Wednesday night our pastor, Devin, addressed an issue that to be honest, I had never given much thought. As part of a series on "walking as Jesus walked," he taught us about the times in Scripture where Jesus cried. Now, of course I knew about these passages, and have heard many sermons about them, have read them, and have even thought about them. But I don't think I've ever really considered their application to my life. I always just thought that they showed a human, emotional side to Jesus; that they portray His humanity and deep sensitivity. Devin discussed them from this angle, too, but at the end he applied them to us as Christians. That's the part that really has me thinking over the last two days.
In our society we are taught that real men don't cry, at least not in public, but that isn't the picture we see of Jesus in the Bible. Let us see:
John 11:35 Jesus wept.
This happened in Bethany outside Lazarus' tomb, when Jesus saw the grief of Lazarus' family and friends.
Luke 19:41 Now as He drew near, He saw the city and wept over it...
Jesus knew the destruction that would take place not too long after this, when the Romans would come in and literally tear the city down. He knew the fate of the people, and even though they had rejected Him, He wept for them.
Hebrews 5:7-8 ...who, in the days of His flesh, when He had offered up prayers and supplications, with vehement cries and tears to Him who was able to save Him from death, and was heard because of His godly fear, though He was a Son, yet He learned obedience by the things which He suffered.
This is a description of Jesus when He prayed in the Garden of Gethsemane on the night before He was Crucified. We know that He was in such agony that He sweated drops of blood in addition to shedding many tears. He was in a deep emotional state as He looked ahead to the suffering He would endure.

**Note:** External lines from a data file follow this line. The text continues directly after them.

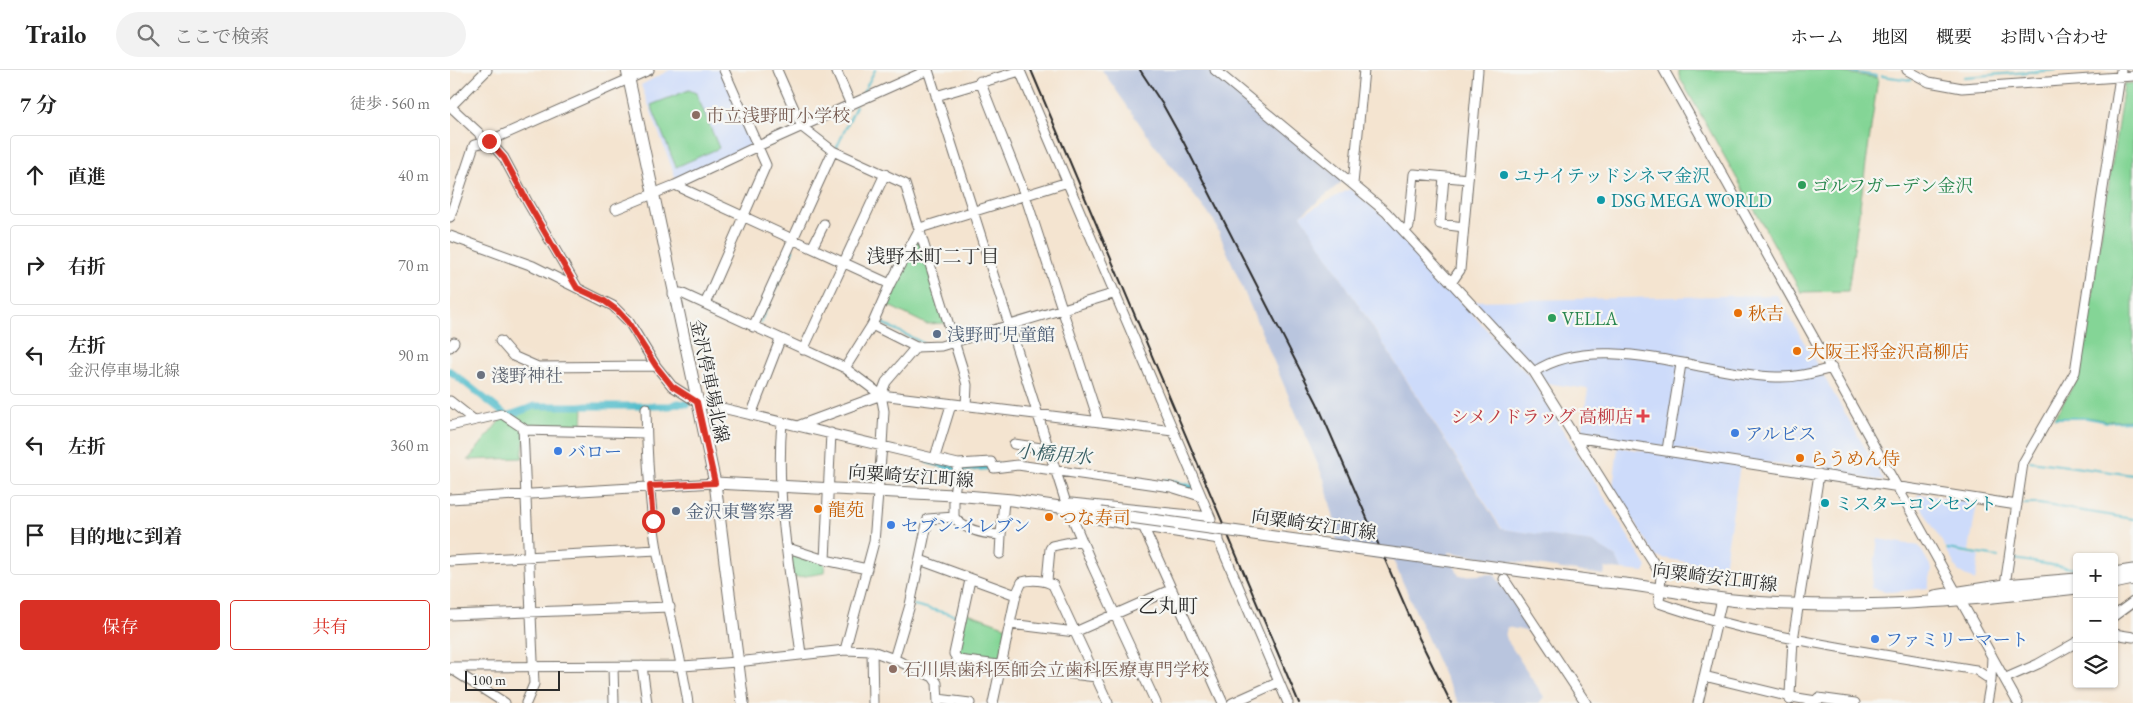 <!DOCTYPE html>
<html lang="ja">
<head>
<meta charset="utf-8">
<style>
  body { margin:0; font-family:"EB Garamond","Noto Serif JP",serif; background:#f2f2f2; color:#222 }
  .controls { position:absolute; right:15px; bottom:15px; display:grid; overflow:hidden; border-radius:5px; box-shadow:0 1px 4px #0004 }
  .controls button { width:45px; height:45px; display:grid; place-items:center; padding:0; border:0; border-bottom:1px solid #e0e0e0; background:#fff; color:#222; font:25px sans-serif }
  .scale { position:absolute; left:15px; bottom:12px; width:95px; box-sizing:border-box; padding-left:5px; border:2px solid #2b2b2b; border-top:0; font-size:14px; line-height:18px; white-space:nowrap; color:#2b2b2b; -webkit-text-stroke:4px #f6f6f2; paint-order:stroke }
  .stop { position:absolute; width:15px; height:15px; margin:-11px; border:4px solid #d93025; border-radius:50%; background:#fff }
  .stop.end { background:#d93025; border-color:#fff; box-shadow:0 1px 5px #0008 }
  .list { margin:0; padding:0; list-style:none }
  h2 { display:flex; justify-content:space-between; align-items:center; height:65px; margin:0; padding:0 20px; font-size:21px }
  h2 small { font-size:16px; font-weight:400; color:#767676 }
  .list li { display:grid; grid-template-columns:32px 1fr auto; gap:15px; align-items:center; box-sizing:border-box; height:80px; margin:0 10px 10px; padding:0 10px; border:1px solid #e0e0e0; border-radius:5px }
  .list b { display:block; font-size:19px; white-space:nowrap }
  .list p { margin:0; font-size:16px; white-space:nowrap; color:#767676 }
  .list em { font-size:16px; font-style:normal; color:#767676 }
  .actions { display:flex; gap:10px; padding:15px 20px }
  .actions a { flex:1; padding:11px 0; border:1px solid #d93025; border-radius:5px; text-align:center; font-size:18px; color:#d93025 }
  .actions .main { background:#d93025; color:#fff }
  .icon { flex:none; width:28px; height:28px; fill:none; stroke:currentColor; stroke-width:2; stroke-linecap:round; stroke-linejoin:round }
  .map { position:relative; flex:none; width:1683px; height:633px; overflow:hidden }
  header { display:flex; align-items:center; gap:30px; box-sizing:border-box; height:70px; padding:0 25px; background:#fff; border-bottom:1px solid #e0e0e0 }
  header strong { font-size:24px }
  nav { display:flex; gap:28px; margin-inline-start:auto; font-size:18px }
  .search { width:350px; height:45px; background:#f2f2f2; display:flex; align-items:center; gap:12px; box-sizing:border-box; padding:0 18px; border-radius:28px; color:#767676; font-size:19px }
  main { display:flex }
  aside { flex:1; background:#fff }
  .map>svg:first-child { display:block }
  .built { fill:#cddbfa }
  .industrial { fill:#b9c5de }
  .green { fill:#84d596; stroke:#588060 }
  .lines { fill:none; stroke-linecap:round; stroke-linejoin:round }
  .stream { stroke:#50bccb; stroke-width:2 }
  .canal { stroke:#50bccb; stroke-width:7 }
  .minor-casing { stroke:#716c65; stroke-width:11 }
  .major-casing { stroke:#716c65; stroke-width:13 }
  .minor { stroke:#fff; stroke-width:9 }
  .major { stroke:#fff; stroke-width:11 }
  .rail { stroke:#2b2b2b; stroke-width:2 }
  .major-bridge-casing { stroke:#716c65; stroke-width:13; stroke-linecap:butt }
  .major-bridge { stroke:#fff; stroke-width:11 }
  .route { stroke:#d93025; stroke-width:6 }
  .education-dot { fill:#8d6e63; stroke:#f6f6f2; stroke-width:2 }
  .culture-dot { fill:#0f9aa8; stroke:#f6f6f2; stroke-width:2 }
  .leisure-dot { fill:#2e9e5b; stroke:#f6f6f2; stroke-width:2 }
  .food-dot { fill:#e8710a; stroke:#f6f6f2; stroke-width:2 }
  .service-dot { fill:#5c6f8a; stroke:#f6f6f2; stroke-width:2 }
  .worship-dot { fill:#6b7280; stroke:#f6f6f2; stroke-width:2 }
  .health-dot { fill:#e0444e; stroke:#f6f6f2; stroke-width:2 }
  .shop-dot { fill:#3f7fe0; stroke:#f6f6f2; stroke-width:2 }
  .labels { text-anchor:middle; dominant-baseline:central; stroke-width:4.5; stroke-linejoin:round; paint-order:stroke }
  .education-label { font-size:18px; fill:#785e54; stroke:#f6f6f2; text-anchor:start }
  .culture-label { font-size:18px; fill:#0d838f; stroke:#f6f6f2; text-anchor:start }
  .leisure-label { font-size:18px; fill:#27864d; stroke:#f6f6f2; text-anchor:start }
  .food-label { font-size:18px; fill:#c56008; stroke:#f6f6f2; text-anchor:start }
  .service-label { font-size:18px; fill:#4e5e75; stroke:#f6f6f2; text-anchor:start }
  .worship-label { font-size:18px; fill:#5b616d; stroke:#f6f6f2; text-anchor:start }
  .street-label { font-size:18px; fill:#2b2b2b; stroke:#f6f6f2 }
  .health-label { font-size:18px; fill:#be3a42; stroke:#f6f6f2; text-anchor:end }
  .shop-label { font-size:18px; fill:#366cbe; stroke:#f6f6f2; text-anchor:start }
  .neighbourhood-label { font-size:19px; fill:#2b2b2b; stroke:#f6f6f2 }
  .water-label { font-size:19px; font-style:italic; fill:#385e63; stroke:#f6f6f2 }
  .quarter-label { font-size:20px; fill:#2b2b2b; stroke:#f6f6f2 }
</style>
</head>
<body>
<header>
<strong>Trailo</strong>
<div class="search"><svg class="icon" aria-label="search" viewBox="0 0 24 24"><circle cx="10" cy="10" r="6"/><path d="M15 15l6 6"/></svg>ここで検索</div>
<nav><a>ホーム</a><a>地図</a><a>概要</a><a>お問い合わせ</a></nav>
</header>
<main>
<aside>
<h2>7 分<small>徒歩 · 560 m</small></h2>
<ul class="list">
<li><svg class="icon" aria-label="ahead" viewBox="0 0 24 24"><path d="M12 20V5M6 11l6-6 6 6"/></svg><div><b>直進</b></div><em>40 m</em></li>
<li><svg class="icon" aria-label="right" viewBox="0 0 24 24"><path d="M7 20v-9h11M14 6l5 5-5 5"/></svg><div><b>右折</b></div><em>70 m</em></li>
<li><svg class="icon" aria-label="left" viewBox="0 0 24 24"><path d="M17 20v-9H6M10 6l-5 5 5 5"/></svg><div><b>左折</b><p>金沢停車場北線</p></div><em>90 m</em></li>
<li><svg class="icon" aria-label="left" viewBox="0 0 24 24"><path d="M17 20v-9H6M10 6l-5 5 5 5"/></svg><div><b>左折</b></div><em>360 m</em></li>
<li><svg class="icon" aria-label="arrive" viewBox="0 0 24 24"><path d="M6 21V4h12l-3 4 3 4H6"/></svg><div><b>目的地に到着</b></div></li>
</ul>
<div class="actions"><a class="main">保存</a><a>共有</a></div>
</aside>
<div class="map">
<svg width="1683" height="633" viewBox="0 0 1683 633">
  <rect width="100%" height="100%" fill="#f6f6f2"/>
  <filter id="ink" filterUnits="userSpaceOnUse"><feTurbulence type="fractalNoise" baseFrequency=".02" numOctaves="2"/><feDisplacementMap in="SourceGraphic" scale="10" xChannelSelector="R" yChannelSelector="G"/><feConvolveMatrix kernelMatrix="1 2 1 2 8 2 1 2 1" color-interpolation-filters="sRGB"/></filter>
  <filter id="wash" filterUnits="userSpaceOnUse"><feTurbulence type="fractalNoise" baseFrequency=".0096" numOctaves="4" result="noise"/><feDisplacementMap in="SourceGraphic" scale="20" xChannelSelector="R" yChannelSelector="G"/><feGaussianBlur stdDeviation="1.12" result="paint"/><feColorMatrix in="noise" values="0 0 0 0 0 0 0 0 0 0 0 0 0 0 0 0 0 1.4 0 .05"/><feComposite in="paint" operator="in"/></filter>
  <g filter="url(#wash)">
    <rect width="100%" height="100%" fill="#f4e4d0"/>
    <path class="built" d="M220,0h51l33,74 -78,35 -35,-94z
      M900,119l32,26 149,163 116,189 -3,5 -22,-2 -6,-13 -24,-15 -90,-13 -201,-314z
      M1327,225l107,186 -302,-47 6,-45 -42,-6 -72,-82z
      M1168,377l122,18 -16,103 -68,-11 -43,-70z
      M1469,424l58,9 -8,48 -17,-2 -1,2 28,5 -4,25 -17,-10 -11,-20 1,-3 -3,-1 -29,-49z
      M1428,469l41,7 13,23 -4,19 -37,4 -20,-4z"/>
    <path class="industrial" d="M652,0h108l133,111 -42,34 200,314 91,13 24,15 6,13 -17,-2 -1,7 -156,-23 11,24 35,-2 41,59 -28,-6 -2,10 39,60 -5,6h-80l-14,-25 -52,-118 -56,-7 -1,-26 -12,-48 -110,-258 -61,-78z"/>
    <path class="green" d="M1229,0h147l52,8 -30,213 -47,1 -122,-216z
      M1683,13v337l-26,1 -16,-3h-37l26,-44 44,-290z
      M239,20l7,3 23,55 -43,19 -25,-62z
      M468,167l29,86 -21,1 -41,-20z
      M85,336h48l-1,24 -56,-3 -4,31 -54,2 33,-41z
      M340,481l35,11 -1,11 -31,5z
      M515,542l42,15 -6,30 -4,6 -37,-5 -4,-5z"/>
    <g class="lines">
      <path class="stream" d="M1390,0l37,6
        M1432,6l29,4
        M1514,7l92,-7
        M412,25l13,-25
        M386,79l20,-43
        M441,222l4,-7
        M428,251l45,22
        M310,253l33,-73
        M1605,348h32l20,4 26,-1
        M1580,391l103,14
        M1572,434h17l94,15
        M1497,479l51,8
        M1564,489l63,10
        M464,535l44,11"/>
      <path class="canal" d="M0,301l57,45 28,-10h135l8,-3 10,1
        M479,391l29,8 39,-3
        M716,412l26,6"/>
    </g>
  </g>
  <g filter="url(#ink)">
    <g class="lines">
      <defs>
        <path id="minor" d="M327,0l25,57 31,24 72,33 57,183 5,18 -1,21
          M386,0l15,35
          M478,0l138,433 27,64 63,136
          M765,0l171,142 148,160 127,203 -2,28c102,36 211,49 317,67l15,10
          M1214,0l354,633
          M1457,0l22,12 33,6 171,-12
          M530,11l45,114 74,227
          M486,26l84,-25 191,448
          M0,36l29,27 4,9
          M1,36l36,-36
          M39,71l15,17 24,45 49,84
          M994,107l-4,47 24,3
          M903,114l11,-114
          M225,115l215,99
          M166,139l59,-24 83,-39 170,-76
          M0,147l24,-72 15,-4 160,-71
          M954,161l5,-5 5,-52 54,5
          M0,166l83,30 80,40 16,16 27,44 16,20 25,16 261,62 33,-2 3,6 24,-3 153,22 29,9
          M362,178l12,-24
          M1001,213l9,-13 18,-200
          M223,224l8,-1 164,75 36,27 292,36
          M255,234l61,-139 -42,-95
          M422,255l44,22 25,-1 175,-53
          M303,257l80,-176
          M50,271l13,15 25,11 118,-1
          M0,277l4,-5
          M353,280l82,-176
          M395,298l27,-43 18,-41 30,-56 148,-46
          M1084,302c63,-43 170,3 242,5 19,1 37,-4 56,-9
          M0,331l24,19
          M196,338c1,47 3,95 11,141 9,52 23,102 31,154
          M301,345l29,-75
          M332,352c-7,77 9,155 19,232
          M350,355l81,-30 5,-13 30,-35
          M0,356l52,-12 21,14 11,256 -8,19
          M72,360l124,3
          M1124,367l443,68
          M564,374l34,5
          M1217,380l14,-86
          M485,387l16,-52
          M1369,404l-26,166 -3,54 1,3 25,4 2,-3 37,5
          M0,429l265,-16
          M621,433l139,14
          M621,445l148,24
          M504,447c10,14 31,17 47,18l3,-35
          M693,456l80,177
          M766,464l72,169
          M338,478l37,12 6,-127
          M550,484l1,-19
          M375,490l42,9
          M470,490l96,35
          M0,491l207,-11
          M1054,509l82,124
          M520,510l-16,74 4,6 138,17
          M597,511l3,-32 2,-3 29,-6
          M1555,515l18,-122 52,-91 46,-302
          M0,545l220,-8
          M1664,546l19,-14
          M560,554l65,8 97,-43
          M1664,564l19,3
          M395,580l29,-108 8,-97 2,-34 -3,-16
          M422,581l1,52
          M444,589l39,18 4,6 1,20
          M192,596l5,37
          M0,597l233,-1 54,-4 108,-12 27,1 22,8 16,-54 18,-86 26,-2v-22l4,-31
          M163,597l1,36
          M0,598l55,35
          M1254,606l87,21 -1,3
          M1556,608l32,-14 39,-22
          M488,629l32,4
          M543,633l23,-108 6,-13c10,-3 23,-2 31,3l55,118
          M782,633l47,-21
          M1248,633l24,-104
          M1537,633l4,-23 1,-24"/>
        <path id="major" d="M177,0l88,413 28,220
          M265,413l239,12 58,5 89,13
          M1664,503l19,-3
          M1152,512c25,1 50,6 75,10 37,7 75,11 113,12 96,4 191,-5 287,-16
          M1664,513l19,-4
          M1485,526l70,-11 72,-6"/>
      </defs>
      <use href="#minor" class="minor-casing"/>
      <use href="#major" class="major-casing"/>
      <use href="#minor" class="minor"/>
      <use href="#major" class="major"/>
      <path class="rail" d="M581,0l268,633
        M690,0l23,35 20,36 134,262 102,235 32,65"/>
      <defs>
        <path id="major-bridge" d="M651,443l501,69"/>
      </defs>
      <use href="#major-bridge" class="major-bridge-casing"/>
      <use href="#major-bridge" class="major-bridge"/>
    </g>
  </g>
  <g class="lines" filter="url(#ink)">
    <path class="route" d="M39,71l15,17 24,45 49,85 26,12 15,11 10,11 28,44 16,20 25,16 18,81 -65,3 3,35"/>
  </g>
  <g class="education-dot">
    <circle cx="246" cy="45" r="5"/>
    <circle cx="443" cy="599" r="5"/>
  </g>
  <g class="culture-dot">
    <circle cx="1054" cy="105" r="5"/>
    <circle cx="1151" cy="130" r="5"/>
    <circle cx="1375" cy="433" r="5"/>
  </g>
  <g class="leisure-dot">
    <circle cx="1352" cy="115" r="5"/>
    <circle cx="1102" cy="248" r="5"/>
  </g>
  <g class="food-dot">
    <circle cx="1288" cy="243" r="5"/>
    <circle cx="1347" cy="281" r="5"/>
    <circle cx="1350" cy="388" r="5"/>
    <circle cx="368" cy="439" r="5"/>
    <circle cx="599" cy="447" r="5"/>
  </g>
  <g class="service-dot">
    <circle cx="487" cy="264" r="5"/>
    <circle cx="226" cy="441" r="5"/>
  </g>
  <circle class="worship-dot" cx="31" cy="305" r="5"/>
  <path class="health-dot" d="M1190.5 338.5h5v5h5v5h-5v5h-5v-5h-5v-5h5z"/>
  <g class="shop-dot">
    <circle cx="1285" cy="363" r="5"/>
    <circle cx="108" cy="381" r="5"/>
    <circle cx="441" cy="455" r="5"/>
    <circle cx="1425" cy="569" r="5"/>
  </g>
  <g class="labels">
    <g class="education-label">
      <text x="256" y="45">市立浅野町小学校</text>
      <text x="453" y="599">石川県歯科医師会立歯科医療専門学校</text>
    </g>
    <g class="culture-label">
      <text x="1064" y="105">ユナイテッドシネマ金沢</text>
      <text x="1161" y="130">DSG MEGA WORLD</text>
      <text x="1385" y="433">ミスターコンセント</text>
    </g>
    <g class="leisure-label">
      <text x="1362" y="115">ゴルフガーデン金沢</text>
      <text x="1112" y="248">VELLA</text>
    </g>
    <g class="food-label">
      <text x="1298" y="243">秋吉</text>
      <text x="1357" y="281">大阪王将金沢高柳店</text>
      <text x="1360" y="388">らうめん侍</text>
      <text x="378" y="439">龍苑</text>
      <text x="609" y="447">つな寿司</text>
    </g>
    <g class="service-label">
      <text x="497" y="264">浅野町児童館</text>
      <text x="236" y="441">金沢東警察署</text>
    </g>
    <g class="worship-label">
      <text x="41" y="305">淺野神社</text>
    </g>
    <g class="street-label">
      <text transform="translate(260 311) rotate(78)">金沢停車場北線</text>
      <text transform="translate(461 406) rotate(4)">向粟崎安江町線</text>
      <text transform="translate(864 454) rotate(8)">向粟崎安江町線</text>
      <text transform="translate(1265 507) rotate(7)">向粟崎安江町線</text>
    </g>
    <g class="health-label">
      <text x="1183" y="346">シメノドラッグ 高柳店</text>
    </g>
    <g class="shop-label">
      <text x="1295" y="363">アルビス</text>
      <text x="118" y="381">バロー</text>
      <text x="451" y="455">セブン-イレブン</text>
      <text x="1435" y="569">ファミリーマート</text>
    </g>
    <g class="neighbourhood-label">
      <text x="483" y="186">浅野本町二丁目</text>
    </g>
    <g class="water-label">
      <text transform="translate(604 384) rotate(5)">小橋用水</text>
    </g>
    <g class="quarter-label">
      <text x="718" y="536">乙丸町</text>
    </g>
  </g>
</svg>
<div class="controls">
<button>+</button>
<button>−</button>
<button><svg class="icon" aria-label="layers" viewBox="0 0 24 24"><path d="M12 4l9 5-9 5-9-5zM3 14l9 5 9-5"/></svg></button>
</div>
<div class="scale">100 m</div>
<div class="stop" style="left:203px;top:451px"></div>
<div class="stop end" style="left:39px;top:71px"></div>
</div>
</main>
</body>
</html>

We therefore see Jesus shedding tears in three different situations which I would sum up:
1. Compassion for others' grief and grief of His own over death and its hold on man
2. Sorrow for the lost, who face destruction both physical and spiritual
3. Deep personal anguish and suffering
Applying these to our lives, then, is simple yet intensely profound. Do we cry with and for others when they are hurting? REALLY cry over their sorrow? Not just tell them we love them and will pray for them but sit down with them and cry? Do we shed tears for the lost? Are we moved to such deep feeling for sinners that we weep for them and for the destruction they surely face? Do we cry out to God with "vehement cries and tears" when we are suffering greatly?
Perhaps I'm wrong about this, but I think many of us have become hardened and jaded in this area of our lives. We think that crying is a sign of weakness, or we don't want to be seen as emotional basket cases. I'm not advocating that we spend all our time crying and wailing, or that every Sunday be a huge emotional experience where we go to the altar and sob. After all, we are only told of a few times that Jesus wept. But I admit that I have tried NOT to cry over the last year, maybe because I fear that if I begin crying, the tears will go on for too long a time. Oh, there have been a few times I've cried--one night in choir the words of a song we were singing brought me to tears...("Sometimes we wait, simply to find, sometimes the answers come with time...there is a place where we rest in His grace, when sometimes we wait on the Lord.") I've been moist-eyed a few times in church, here and there. Usually I just try to get it under control as quickly as possible. But now I'm thinking--would it be cathartic to cry before the Lord with "vehement cries and tears"? How long has it been since I truly wept for the lost? How long since I had "a good cry"?